*** MATERIAL FOR THIS EXERCISE ***
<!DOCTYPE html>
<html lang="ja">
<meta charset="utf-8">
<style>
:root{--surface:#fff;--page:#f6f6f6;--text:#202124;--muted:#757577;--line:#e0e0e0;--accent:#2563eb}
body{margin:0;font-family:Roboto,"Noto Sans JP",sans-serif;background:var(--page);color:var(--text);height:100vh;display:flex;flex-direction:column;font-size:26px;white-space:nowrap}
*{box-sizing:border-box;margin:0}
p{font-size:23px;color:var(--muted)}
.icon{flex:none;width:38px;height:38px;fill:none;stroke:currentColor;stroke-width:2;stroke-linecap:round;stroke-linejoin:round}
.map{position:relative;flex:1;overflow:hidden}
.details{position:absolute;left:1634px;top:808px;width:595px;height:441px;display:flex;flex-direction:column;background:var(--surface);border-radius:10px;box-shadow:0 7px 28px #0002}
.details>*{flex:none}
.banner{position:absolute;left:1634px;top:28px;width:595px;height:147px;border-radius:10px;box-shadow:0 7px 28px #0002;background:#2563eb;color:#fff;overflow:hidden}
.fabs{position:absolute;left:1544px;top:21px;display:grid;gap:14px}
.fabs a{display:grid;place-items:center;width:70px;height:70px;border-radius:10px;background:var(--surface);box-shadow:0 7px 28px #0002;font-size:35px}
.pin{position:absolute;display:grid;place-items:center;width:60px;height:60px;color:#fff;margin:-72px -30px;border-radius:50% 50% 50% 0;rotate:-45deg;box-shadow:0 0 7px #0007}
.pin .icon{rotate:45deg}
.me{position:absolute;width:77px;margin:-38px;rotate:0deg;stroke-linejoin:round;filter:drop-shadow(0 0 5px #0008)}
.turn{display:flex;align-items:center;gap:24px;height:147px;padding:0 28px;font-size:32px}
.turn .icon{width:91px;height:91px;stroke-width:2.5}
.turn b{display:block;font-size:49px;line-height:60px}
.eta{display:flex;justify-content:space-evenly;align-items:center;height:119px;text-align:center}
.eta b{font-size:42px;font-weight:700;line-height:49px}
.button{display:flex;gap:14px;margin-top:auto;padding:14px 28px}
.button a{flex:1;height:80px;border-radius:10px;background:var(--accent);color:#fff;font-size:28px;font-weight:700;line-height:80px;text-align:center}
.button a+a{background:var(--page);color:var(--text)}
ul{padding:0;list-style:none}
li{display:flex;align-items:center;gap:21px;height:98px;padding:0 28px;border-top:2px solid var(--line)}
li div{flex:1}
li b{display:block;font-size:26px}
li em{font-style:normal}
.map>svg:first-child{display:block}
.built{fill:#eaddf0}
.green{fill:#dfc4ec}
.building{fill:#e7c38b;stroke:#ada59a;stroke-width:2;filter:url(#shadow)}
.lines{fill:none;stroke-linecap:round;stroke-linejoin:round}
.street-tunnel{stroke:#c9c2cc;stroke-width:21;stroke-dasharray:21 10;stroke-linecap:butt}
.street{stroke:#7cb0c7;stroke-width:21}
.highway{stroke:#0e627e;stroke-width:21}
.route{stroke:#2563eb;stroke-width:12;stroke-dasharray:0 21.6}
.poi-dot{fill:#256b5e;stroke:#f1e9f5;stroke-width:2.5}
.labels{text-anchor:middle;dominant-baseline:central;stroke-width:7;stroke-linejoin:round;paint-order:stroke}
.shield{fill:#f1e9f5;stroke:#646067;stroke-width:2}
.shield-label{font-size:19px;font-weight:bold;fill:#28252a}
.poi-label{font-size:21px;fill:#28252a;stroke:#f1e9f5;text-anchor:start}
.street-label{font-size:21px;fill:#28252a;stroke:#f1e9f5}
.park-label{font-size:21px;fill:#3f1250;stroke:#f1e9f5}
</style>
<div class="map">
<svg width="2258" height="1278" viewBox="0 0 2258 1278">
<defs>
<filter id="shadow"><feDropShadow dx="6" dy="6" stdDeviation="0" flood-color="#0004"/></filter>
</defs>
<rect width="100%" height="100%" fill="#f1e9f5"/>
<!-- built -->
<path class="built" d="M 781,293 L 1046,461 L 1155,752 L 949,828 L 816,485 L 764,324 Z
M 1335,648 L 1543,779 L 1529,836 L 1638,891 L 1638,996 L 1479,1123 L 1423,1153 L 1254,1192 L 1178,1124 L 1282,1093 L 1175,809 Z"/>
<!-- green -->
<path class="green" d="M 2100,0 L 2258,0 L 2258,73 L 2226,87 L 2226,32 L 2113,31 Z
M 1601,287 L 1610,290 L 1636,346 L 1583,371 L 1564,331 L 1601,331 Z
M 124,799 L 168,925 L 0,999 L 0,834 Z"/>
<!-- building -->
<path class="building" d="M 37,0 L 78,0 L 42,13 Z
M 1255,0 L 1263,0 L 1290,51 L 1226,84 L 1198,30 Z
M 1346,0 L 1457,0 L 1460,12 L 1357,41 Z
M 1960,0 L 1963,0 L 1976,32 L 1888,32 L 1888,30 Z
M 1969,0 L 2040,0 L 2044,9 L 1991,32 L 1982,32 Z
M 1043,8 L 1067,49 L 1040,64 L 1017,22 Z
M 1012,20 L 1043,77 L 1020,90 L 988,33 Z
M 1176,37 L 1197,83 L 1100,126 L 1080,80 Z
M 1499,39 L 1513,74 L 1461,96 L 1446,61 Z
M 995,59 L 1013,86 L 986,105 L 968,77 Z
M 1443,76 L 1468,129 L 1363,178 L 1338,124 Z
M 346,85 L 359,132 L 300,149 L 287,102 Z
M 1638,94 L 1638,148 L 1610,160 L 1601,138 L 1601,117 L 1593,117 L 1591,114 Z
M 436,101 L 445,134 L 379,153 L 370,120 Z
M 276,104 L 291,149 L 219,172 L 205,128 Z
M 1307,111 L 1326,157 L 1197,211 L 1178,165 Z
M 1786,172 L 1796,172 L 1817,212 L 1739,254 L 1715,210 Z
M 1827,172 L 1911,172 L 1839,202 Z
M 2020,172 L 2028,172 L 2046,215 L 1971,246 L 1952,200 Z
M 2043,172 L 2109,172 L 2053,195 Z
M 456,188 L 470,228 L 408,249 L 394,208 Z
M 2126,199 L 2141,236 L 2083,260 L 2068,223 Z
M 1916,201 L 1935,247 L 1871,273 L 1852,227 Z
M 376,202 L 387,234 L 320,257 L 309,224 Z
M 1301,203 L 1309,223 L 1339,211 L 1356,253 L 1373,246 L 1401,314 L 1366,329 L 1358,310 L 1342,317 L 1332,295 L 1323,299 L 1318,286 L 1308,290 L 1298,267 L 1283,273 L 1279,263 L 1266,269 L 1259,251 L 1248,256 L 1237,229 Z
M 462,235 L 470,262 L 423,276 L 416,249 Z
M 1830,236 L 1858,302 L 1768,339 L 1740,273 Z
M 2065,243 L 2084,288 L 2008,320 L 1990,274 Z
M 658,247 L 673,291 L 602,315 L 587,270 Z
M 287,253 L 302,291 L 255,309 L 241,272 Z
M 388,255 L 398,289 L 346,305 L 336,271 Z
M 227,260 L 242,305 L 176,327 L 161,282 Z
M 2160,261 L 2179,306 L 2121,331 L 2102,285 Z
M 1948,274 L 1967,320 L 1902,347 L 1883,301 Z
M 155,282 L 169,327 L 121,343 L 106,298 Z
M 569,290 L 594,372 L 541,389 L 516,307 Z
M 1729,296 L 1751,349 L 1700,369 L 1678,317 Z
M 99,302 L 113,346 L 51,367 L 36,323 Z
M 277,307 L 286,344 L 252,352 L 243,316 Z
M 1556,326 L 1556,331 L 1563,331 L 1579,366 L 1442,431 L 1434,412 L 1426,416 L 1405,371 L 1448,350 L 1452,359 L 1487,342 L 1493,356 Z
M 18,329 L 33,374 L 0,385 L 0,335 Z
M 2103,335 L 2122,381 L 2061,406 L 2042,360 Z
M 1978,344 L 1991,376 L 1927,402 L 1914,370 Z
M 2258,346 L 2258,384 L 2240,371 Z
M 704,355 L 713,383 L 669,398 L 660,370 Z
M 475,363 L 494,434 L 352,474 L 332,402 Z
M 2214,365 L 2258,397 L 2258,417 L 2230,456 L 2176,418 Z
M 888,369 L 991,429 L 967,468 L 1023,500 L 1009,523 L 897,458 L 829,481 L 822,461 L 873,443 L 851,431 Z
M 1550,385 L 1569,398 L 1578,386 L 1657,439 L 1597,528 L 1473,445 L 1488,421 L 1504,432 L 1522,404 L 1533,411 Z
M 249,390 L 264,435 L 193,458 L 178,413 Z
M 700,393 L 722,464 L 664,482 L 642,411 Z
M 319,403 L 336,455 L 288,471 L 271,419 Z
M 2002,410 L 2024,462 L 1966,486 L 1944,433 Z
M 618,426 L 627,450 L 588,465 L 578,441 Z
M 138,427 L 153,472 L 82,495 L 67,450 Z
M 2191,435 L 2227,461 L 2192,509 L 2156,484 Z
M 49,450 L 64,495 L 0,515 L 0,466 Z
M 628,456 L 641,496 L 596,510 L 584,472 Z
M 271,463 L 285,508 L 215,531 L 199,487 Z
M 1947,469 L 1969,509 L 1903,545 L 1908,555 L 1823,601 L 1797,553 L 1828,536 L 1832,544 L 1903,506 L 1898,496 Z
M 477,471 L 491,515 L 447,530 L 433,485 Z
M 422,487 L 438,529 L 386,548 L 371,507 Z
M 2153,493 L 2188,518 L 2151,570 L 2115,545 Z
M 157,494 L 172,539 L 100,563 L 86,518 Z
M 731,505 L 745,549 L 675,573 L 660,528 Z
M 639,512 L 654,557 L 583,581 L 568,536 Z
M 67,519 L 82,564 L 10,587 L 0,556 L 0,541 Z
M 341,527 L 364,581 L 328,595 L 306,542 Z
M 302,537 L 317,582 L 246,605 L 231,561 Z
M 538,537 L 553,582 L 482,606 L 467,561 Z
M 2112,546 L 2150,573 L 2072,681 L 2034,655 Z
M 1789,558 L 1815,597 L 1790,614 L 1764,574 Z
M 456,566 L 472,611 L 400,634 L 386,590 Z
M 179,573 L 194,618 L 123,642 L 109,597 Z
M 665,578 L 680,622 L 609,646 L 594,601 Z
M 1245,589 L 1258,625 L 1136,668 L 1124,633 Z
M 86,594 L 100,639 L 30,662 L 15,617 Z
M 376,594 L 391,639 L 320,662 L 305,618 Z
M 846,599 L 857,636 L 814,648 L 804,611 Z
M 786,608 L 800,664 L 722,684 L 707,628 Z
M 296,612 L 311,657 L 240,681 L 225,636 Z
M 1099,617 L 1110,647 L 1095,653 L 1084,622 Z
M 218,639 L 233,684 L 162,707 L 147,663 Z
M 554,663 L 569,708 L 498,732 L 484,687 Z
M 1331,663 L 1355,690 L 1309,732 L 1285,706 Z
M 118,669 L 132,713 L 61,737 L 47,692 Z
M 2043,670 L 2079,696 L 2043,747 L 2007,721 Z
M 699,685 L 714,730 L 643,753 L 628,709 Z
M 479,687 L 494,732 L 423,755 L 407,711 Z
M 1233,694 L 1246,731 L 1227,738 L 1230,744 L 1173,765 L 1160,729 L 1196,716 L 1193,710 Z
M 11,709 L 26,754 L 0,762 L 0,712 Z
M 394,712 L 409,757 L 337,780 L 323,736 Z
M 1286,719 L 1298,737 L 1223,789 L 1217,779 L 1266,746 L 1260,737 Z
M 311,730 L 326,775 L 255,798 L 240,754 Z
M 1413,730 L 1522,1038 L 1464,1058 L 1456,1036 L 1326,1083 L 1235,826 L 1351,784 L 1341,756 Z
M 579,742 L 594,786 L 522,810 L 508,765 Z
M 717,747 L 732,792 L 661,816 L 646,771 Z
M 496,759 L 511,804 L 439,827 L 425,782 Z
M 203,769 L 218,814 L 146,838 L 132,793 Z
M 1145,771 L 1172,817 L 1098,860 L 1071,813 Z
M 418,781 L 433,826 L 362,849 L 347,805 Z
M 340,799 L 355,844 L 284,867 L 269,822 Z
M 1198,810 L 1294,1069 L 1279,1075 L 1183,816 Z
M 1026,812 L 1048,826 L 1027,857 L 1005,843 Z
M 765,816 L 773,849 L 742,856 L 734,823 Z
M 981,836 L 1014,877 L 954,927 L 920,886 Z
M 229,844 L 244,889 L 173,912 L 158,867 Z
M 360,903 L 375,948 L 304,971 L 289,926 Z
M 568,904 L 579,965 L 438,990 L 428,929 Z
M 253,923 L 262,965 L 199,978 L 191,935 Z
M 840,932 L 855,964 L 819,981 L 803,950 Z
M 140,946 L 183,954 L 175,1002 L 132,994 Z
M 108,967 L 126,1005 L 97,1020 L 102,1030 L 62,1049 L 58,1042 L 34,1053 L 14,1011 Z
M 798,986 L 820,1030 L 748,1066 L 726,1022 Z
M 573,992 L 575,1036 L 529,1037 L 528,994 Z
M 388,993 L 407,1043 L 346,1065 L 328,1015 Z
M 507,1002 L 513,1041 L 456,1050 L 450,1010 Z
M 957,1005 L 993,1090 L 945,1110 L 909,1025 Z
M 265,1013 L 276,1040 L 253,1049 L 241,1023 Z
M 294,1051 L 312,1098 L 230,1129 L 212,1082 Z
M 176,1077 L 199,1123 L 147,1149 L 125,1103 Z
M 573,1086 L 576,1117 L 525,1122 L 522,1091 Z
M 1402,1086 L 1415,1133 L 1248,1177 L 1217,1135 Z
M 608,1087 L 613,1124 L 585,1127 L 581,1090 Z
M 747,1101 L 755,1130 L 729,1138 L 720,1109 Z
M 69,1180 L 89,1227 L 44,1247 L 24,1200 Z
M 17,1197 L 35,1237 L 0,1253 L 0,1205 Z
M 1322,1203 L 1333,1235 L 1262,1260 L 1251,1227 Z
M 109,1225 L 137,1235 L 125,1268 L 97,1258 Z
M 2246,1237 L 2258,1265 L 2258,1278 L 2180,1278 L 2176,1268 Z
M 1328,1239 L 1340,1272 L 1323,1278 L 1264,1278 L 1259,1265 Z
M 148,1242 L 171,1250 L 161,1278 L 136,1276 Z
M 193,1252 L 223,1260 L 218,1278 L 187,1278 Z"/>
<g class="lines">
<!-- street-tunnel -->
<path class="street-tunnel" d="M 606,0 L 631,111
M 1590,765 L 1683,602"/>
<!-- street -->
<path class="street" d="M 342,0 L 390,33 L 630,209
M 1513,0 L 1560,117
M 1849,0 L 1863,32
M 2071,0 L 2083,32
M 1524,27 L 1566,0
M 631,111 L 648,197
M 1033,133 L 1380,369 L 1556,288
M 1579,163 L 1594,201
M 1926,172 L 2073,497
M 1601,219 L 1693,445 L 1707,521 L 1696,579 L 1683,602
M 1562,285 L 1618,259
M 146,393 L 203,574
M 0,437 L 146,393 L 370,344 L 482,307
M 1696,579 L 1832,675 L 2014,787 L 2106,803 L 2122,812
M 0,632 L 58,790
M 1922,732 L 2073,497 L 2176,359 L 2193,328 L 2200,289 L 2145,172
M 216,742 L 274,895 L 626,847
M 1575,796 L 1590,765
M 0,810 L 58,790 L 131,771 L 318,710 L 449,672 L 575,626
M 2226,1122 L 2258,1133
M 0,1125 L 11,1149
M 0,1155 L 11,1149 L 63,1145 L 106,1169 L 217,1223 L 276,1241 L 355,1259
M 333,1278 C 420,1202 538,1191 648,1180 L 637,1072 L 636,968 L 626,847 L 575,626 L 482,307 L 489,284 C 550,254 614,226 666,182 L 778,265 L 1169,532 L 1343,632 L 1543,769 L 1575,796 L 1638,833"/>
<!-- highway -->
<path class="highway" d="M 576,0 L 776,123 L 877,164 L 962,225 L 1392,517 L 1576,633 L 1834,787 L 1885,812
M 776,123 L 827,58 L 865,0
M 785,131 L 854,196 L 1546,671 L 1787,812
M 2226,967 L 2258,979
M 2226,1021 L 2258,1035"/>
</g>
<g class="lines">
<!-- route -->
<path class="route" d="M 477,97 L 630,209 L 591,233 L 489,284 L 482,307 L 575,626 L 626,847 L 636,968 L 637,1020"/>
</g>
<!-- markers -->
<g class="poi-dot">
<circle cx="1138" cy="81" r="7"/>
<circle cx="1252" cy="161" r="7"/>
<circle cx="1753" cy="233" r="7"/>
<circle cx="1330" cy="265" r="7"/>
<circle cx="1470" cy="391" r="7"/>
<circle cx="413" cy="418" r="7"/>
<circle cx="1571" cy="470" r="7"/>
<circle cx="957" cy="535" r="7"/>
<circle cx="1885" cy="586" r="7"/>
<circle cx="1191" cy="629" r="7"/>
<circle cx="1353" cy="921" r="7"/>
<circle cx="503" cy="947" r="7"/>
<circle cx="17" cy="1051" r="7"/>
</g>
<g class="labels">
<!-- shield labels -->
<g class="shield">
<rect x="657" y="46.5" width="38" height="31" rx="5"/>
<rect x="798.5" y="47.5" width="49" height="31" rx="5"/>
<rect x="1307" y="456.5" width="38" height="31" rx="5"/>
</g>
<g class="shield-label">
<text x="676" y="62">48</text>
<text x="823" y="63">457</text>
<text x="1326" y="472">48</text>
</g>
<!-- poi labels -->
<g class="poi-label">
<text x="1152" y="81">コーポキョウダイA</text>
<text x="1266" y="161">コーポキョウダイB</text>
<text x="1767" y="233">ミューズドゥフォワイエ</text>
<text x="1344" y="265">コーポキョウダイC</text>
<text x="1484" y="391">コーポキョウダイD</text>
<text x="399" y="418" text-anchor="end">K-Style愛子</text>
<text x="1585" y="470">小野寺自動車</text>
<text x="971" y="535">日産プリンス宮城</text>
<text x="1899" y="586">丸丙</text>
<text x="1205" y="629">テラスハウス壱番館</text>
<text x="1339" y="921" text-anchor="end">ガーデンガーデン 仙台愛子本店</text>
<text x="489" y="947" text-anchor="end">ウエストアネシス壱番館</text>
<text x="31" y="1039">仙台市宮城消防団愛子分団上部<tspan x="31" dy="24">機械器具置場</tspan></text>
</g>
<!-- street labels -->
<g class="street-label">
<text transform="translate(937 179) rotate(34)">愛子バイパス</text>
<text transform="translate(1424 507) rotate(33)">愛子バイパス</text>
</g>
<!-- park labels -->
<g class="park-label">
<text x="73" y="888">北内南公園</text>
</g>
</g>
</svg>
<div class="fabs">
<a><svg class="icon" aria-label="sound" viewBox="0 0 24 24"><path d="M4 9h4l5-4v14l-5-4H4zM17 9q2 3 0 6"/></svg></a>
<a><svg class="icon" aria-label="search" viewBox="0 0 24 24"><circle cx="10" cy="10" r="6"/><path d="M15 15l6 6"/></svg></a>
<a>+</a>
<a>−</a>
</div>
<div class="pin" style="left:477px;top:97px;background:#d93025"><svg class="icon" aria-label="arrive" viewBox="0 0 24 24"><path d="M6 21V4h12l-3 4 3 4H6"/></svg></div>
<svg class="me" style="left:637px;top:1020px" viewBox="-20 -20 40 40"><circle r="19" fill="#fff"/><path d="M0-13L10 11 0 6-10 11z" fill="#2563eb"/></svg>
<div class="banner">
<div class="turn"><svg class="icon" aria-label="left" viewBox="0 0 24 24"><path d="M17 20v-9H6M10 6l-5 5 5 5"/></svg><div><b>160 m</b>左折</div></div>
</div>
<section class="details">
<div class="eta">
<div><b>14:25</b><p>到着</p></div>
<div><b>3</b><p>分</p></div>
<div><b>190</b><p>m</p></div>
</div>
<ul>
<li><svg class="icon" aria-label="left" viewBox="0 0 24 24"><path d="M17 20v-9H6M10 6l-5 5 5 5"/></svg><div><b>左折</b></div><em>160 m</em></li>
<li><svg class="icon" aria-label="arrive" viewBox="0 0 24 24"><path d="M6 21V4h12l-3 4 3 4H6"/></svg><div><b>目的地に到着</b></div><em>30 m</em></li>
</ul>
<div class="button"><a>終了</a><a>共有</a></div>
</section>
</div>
***
AIM OF THE EXERCISE:
Where a line above holds the word "fabs", copy it.

RESULT OF THIS EXERCISE:
.fabs{position:absolute;left:1544px;top:21px;display:grid;gap:14px}
.fabs a{display:grid;place-items:center;width:70px;height:70px;border-radius:10px;background:var(--surface);box-shadow:0 7px 28px #0002;font-size:35px}
<div class="fabs">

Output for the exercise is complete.